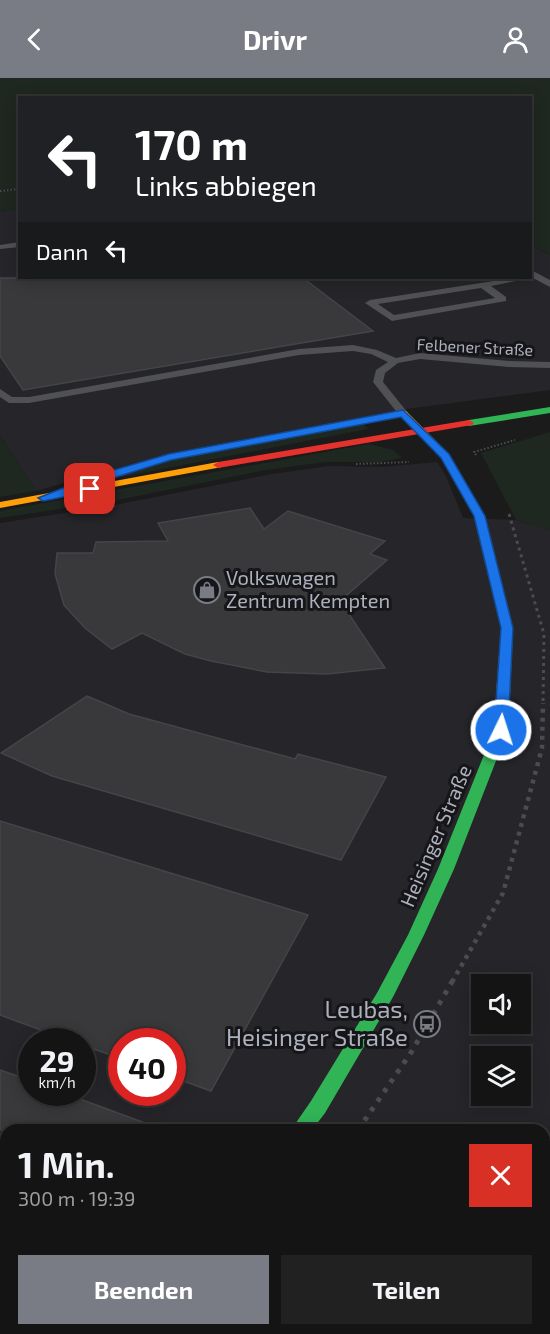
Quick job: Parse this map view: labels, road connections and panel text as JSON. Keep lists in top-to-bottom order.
{
  "streets": {
    "street": ["Heisinger Straße"],
    "lane": ["Felbener Straße"]
  },
  "crossings": [
    ["Felbener Straße", "Heisinger Straße"]
  ],
  "places": {
    "shop": ["Volkswagen Zentrum Kempten"],
    "bus stop": ["Leubas, Heisinger Straße"]
  },
  "page": {
    "header": "Drivr",
    "turn": ["170 m", "Links abbiegen"],
    "then": "Dann",
    "speed": "29 km/h",
    "limit": "40",
    "heading": ["1 Min.", "300 m · 19:39"],
    "buttons": ["Beenden", "Teilen"]
  }
}
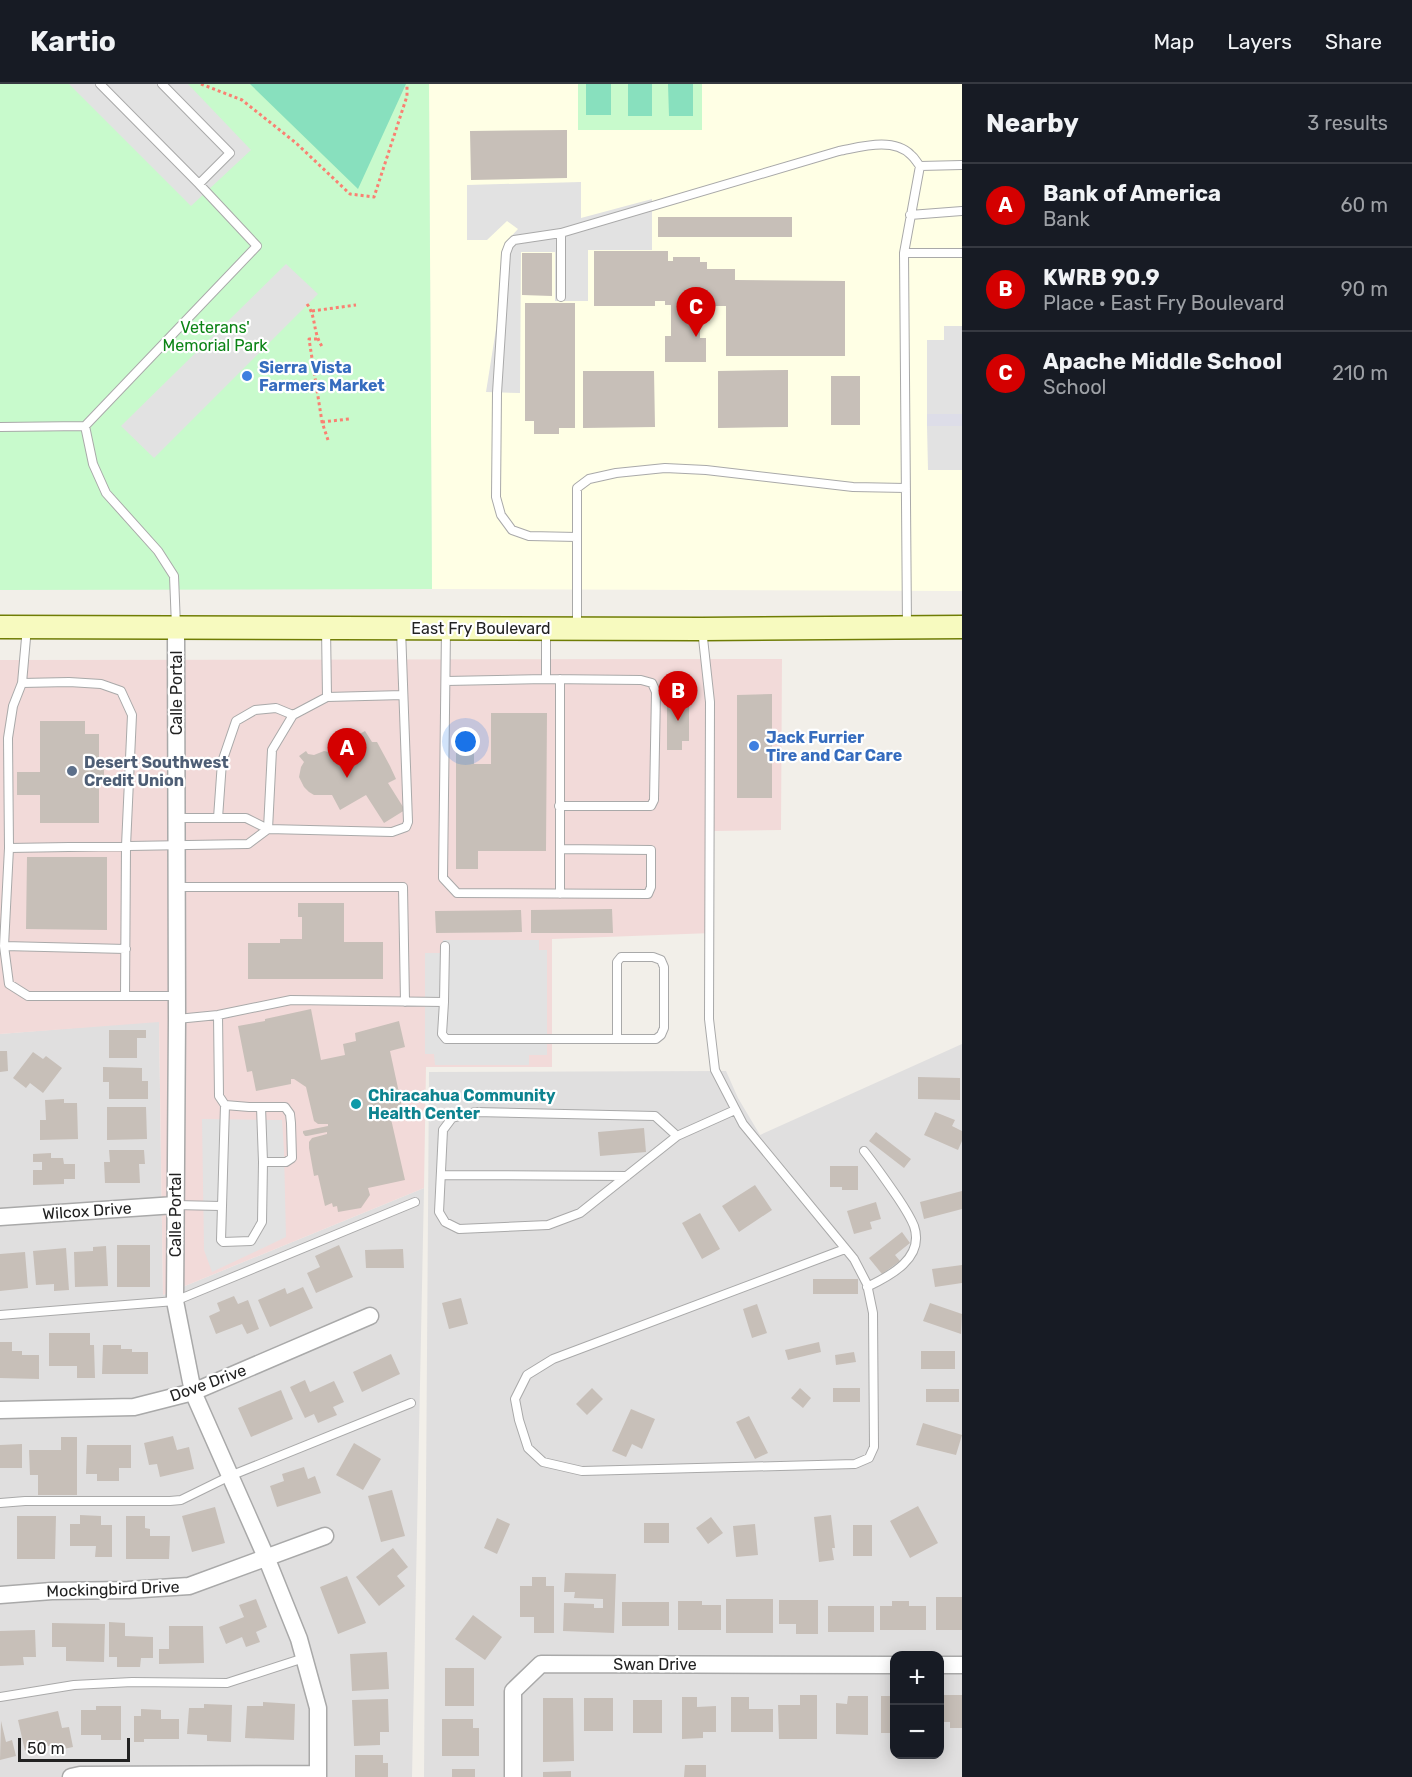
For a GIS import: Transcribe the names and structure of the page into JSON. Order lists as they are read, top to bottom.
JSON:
{
  "streets": {
    "main road": ["East Fry Boulevard"],
    "street": [
      "Calle Portal",
      "Wilcox Drive",
      "Dove Drive",
      "Mockingbird Drive",
      "Swan Drive"
    ]
  },
  "crossings": [
    ["East Fry Boulevard", "Calle Portal"],
    ["Calle Portal", "Wilcox Drive"],
    ["Calle Portal", "Dove Drive"],
    ["Calle Portal", "Mockingbird Drive"]
  ],
  "parks": ["Veterans' Memorial Park"],
  "places": [
    "Sierra Vista Farmers Market",
    "Jack Furrier Tire and Car Care",
    "Desert Southwest Credit Union",
    "Chiracahua Community Health Center"
  ],
  "scale_bar": "50 m",
  "page": {
    "header": "Kartio",
    "nav": ["Map", "Layers", "Share"],
    "heading": ["Nearby", "3 results"],
    "list": [
      {
        "mark": "A",
        "name": "Bank of America",
        "note": "Bank",
        "value": "60 m"
      },
      {
        "mark": "B",
        "name": "KWRB 90.9",
        "note": "Place · East Fry Boulevard",
        "value": "90 m"
      },
      {
        "mark": "C",
        "name": "Apache Middle School",
        "note": "School",
        "value": "210 m"
      }
    ],
    "pins": ["C", "B", "A"],
    "map_buttons": ["+", "−"],
    "scale": "50 m"
  }
}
────────
◆ **What is expected**
Within the material, find all lines that hold the word "heading" and show them.

◆ **Solution for this task**
    "heading": ["1 Min.", "300 m · 19:39"],
    "heading": ["Nearby", "3 results"],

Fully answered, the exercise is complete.